| Exercise aim |
Please count the lines in the data below that mention the word "JSON", then give only the total.

| Data for this exercise |
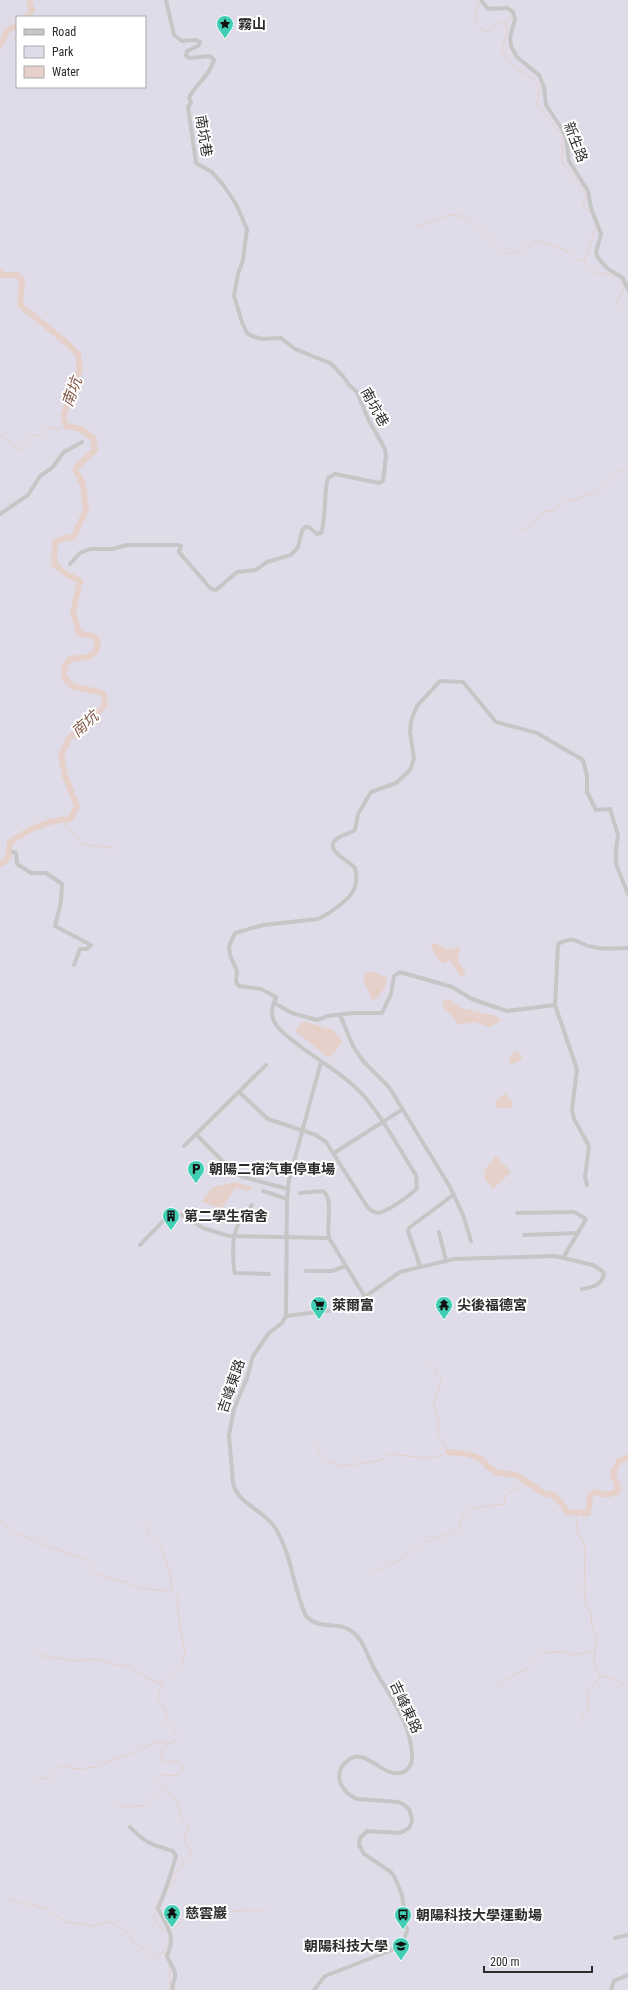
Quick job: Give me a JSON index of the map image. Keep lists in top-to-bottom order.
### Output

* * *

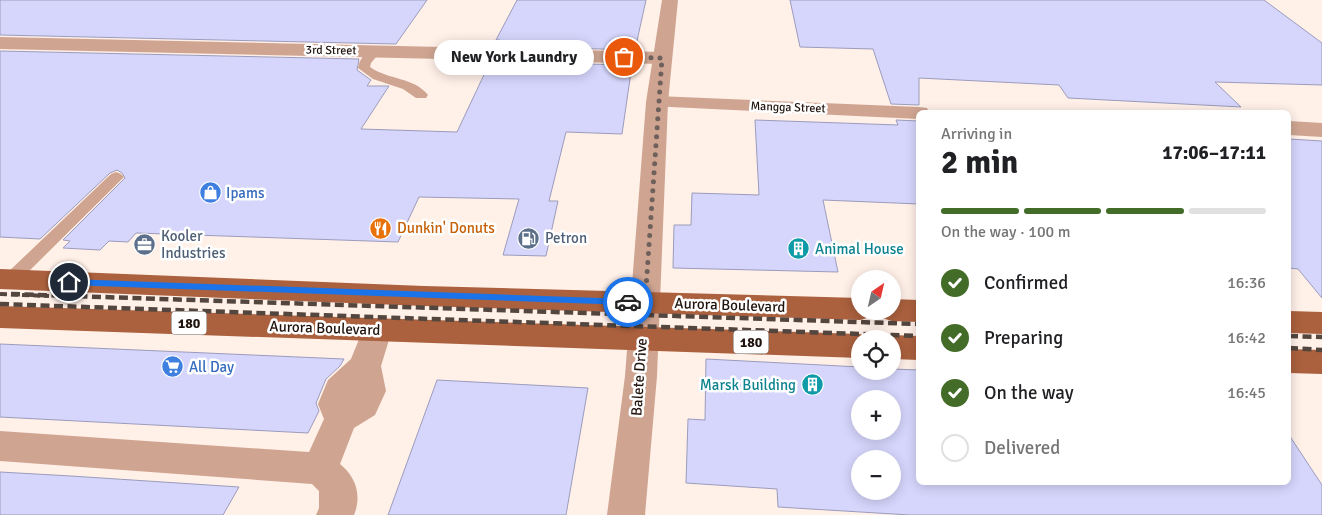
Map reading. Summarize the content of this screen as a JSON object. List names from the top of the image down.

| Solution to this task |
2